**Instructions for the task**
Write the listing below out again exactly, though only as far as the line with "Detect the street", which is included.

**Data supplied**
-- Opening Marker --
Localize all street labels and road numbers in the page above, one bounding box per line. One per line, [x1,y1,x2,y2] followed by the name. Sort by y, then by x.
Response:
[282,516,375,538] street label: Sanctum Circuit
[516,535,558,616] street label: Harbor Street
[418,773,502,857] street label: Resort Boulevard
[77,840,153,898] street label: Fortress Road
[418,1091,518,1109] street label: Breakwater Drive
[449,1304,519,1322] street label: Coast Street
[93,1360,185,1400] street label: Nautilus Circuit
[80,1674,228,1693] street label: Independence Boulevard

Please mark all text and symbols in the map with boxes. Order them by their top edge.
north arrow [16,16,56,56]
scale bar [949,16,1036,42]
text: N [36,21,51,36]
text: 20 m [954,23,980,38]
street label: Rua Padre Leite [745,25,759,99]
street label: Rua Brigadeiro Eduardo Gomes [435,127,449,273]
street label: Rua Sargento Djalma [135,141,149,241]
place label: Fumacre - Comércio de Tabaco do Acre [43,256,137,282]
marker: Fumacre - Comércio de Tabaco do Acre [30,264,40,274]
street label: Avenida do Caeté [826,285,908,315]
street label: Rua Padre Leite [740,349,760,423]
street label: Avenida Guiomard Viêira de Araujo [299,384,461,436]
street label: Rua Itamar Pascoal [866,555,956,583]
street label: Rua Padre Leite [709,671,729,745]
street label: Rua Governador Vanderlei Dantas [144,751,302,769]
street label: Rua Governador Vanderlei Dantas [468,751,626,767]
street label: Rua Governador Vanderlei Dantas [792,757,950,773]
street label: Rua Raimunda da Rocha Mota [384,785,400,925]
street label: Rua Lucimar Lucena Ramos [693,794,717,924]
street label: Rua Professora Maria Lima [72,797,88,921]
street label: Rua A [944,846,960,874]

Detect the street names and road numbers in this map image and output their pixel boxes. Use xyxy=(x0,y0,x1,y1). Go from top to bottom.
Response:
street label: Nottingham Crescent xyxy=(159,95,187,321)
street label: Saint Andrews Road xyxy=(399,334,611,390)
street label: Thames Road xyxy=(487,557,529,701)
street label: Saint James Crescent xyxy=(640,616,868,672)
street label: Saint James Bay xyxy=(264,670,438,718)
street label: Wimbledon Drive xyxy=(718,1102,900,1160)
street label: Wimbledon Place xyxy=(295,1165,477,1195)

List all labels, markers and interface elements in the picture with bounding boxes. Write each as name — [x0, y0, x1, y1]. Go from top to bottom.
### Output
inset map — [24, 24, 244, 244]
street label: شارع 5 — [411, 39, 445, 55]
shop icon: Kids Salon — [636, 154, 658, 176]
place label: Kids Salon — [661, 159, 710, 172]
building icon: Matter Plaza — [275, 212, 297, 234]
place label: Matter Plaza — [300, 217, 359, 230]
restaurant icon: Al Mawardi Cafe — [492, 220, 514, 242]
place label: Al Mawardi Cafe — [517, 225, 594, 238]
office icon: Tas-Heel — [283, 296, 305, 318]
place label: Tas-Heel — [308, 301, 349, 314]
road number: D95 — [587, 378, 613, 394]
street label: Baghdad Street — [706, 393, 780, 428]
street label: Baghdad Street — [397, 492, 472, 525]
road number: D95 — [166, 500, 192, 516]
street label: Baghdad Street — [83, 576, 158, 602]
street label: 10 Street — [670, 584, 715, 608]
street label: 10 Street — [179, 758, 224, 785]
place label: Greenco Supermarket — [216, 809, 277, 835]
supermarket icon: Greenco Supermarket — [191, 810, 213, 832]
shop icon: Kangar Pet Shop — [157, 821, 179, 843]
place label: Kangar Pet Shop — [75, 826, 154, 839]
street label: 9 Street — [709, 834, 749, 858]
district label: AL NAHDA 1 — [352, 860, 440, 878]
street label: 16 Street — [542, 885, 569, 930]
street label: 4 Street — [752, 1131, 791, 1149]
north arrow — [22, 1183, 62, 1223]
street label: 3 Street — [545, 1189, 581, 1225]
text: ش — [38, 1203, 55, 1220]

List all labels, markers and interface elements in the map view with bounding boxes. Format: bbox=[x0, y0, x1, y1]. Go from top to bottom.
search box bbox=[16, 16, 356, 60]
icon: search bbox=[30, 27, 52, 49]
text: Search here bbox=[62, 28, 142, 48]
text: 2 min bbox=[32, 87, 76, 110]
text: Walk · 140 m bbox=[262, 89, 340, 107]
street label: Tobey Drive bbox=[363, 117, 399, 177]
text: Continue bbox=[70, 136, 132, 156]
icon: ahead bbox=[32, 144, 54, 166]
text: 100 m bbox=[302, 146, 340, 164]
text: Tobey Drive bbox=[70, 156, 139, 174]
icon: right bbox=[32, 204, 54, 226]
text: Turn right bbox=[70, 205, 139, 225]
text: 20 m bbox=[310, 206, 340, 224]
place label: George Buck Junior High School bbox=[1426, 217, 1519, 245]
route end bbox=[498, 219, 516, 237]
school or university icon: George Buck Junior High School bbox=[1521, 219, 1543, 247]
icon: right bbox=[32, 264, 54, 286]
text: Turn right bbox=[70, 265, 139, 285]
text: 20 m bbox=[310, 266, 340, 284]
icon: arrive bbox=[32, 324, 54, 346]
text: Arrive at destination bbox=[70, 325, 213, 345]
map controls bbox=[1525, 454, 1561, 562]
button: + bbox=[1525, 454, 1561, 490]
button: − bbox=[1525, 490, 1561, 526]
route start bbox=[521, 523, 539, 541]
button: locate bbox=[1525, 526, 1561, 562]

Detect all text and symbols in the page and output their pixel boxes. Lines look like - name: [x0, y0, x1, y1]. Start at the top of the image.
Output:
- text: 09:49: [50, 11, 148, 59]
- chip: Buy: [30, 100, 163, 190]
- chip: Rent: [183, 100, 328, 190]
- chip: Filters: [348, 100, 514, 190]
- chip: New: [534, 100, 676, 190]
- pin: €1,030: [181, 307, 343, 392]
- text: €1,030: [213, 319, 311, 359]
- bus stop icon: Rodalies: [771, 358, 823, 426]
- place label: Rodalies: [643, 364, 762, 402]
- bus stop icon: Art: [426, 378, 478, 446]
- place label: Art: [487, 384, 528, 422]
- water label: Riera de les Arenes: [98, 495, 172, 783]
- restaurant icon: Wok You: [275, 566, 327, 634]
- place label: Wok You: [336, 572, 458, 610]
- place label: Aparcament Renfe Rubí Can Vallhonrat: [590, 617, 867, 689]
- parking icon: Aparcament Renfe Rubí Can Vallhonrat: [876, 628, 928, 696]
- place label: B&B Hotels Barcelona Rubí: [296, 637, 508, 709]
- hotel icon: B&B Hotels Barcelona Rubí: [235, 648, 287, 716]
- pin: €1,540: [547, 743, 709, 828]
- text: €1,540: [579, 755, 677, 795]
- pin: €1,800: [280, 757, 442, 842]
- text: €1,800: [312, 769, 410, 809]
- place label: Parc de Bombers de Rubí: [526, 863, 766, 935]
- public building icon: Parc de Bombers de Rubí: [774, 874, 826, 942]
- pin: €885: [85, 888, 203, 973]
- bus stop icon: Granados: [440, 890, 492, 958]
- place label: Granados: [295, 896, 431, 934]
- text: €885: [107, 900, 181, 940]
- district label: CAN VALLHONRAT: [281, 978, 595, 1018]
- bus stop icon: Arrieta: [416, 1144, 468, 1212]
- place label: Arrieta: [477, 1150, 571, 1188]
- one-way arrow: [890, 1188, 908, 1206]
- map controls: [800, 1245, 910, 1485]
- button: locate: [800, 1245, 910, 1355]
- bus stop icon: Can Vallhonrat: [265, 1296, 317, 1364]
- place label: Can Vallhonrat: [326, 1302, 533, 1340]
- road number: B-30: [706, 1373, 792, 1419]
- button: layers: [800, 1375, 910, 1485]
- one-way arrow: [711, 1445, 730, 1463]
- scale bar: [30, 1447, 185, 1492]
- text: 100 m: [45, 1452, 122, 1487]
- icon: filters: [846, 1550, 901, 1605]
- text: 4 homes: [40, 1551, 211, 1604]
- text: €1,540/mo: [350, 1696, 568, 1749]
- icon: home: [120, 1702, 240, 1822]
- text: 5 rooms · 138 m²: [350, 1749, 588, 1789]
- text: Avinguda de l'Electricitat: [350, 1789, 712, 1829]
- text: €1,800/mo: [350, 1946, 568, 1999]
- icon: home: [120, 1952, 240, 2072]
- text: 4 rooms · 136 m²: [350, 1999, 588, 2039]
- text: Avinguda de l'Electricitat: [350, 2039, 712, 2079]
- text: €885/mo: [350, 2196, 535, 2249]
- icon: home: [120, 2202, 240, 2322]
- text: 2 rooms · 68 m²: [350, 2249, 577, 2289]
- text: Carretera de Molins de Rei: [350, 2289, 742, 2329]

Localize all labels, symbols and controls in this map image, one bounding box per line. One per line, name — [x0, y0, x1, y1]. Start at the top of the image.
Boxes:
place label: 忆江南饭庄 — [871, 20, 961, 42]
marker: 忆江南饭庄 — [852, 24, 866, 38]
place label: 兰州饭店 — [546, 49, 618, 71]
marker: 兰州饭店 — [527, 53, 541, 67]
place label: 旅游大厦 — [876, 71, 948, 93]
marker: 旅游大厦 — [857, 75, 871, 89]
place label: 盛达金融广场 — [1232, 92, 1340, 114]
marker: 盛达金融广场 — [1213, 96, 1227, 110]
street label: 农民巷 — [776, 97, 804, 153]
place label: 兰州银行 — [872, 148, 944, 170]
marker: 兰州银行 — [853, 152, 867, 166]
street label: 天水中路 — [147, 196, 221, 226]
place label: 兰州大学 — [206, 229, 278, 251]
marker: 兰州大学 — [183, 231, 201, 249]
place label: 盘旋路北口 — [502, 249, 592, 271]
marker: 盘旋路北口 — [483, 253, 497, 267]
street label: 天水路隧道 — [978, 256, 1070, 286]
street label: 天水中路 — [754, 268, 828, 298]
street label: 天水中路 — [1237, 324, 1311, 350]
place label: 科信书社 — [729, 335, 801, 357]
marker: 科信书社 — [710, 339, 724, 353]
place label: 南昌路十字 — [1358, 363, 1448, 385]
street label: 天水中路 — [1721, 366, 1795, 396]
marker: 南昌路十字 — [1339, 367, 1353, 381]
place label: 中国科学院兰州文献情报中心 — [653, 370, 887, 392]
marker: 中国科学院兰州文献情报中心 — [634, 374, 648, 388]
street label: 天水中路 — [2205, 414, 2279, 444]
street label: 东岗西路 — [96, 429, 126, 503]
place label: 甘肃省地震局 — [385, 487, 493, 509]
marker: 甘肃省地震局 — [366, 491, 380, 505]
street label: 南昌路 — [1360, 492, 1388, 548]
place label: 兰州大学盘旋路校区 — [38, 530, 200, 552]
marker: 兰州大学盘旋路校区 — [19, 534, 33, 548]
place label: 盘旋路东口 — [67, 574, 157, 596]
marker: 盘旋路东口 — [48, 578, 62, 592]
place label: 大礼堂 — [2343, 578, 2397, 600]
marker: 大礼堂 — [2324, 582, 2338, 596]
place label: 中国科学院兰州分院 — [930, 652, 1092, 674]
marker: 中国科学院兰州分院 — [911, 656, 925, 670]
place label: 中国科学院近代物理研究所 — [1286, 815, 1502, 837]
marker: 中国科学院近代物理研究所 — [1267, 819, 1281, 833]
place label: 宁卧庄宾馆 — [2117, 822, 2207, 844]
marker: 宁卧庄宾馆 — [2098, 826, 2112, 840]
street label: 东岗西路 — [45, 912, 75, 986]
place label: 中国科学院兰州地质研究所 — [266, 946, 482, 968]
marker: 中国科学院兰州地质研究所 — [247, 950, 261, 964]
-- Closing Marker --
**Your solution**
Localize all street labels and road numbers in the page above, one bounding box per line. One per line, [x1,y1,x2,y2] followed by the name. Sort by y, then by x.
Response:
[282,516,375,538] street label: Sanctum Circuit
[516,535,558,616] street label: Harbor Street
[418,773,502,857] street label: Resort Boulevard
[77,840,153,898] street label: Fortress Road
[418,1091,518,1109] street label: Breakwater Drive
[449,1304,519,1322] street label: Coast Street
[93,1360,185,1400] street label: Nautilus Circuit
[80,1674,228,1693] street label: Independence Boulevard

Please mark all text and symbols in the map with boxes. Order them by their top edge.
north arrow [16,16,56,56]
scale bar [949,16,1036,42]
text: N [36,21,51,36]
text: 20 m [954,23,980,38]
street label: Rua Padre Leite [745,25,759,99]
street label: Rua Brigadeiro Eduardo Gomes [435,127,449,273]
street label: Rua Sargento Djalma [135,141,149,241]
place label: Fumacre - Comércio de Tabaco do Acre [43,256,137,282]
marker: Fumacre - Comércio de Tabaco do Acre [30,264,40,274]
street label: Avenida do Caeté [826,285,908,315]
street label: Rua Padre Leite [740,349,760,423]
street label: Avenida Guiomard Viêira de Araujo [299,384,461,436]
street label: Rua Itamar Pascoal [866,555,956,583]
street label: Rua Padre Leite [709,671,729,745]
street label: Rua Governador Vanderlei Dantas [144,751,302,769]
street label: Rua Governador Vanderlei Dantas [468,751,626,767]
street label: Rua Governador Vanderlei Dantas [792,757,950,773]
street label: Rua Raimunda da Rocha Mota [384,785,400,925]
street label: Rua Lucimar Lucena Ramos [693,794,717,924]
street label: Rua Professora Maria Lima [72,797,88,921]
street label: Rua A [944,846,960,874]

Detect the street names and road numbers in this map image and output their pixel boxes. Use xyxy=(x0,y0,x1,y1). Go from top to bottom.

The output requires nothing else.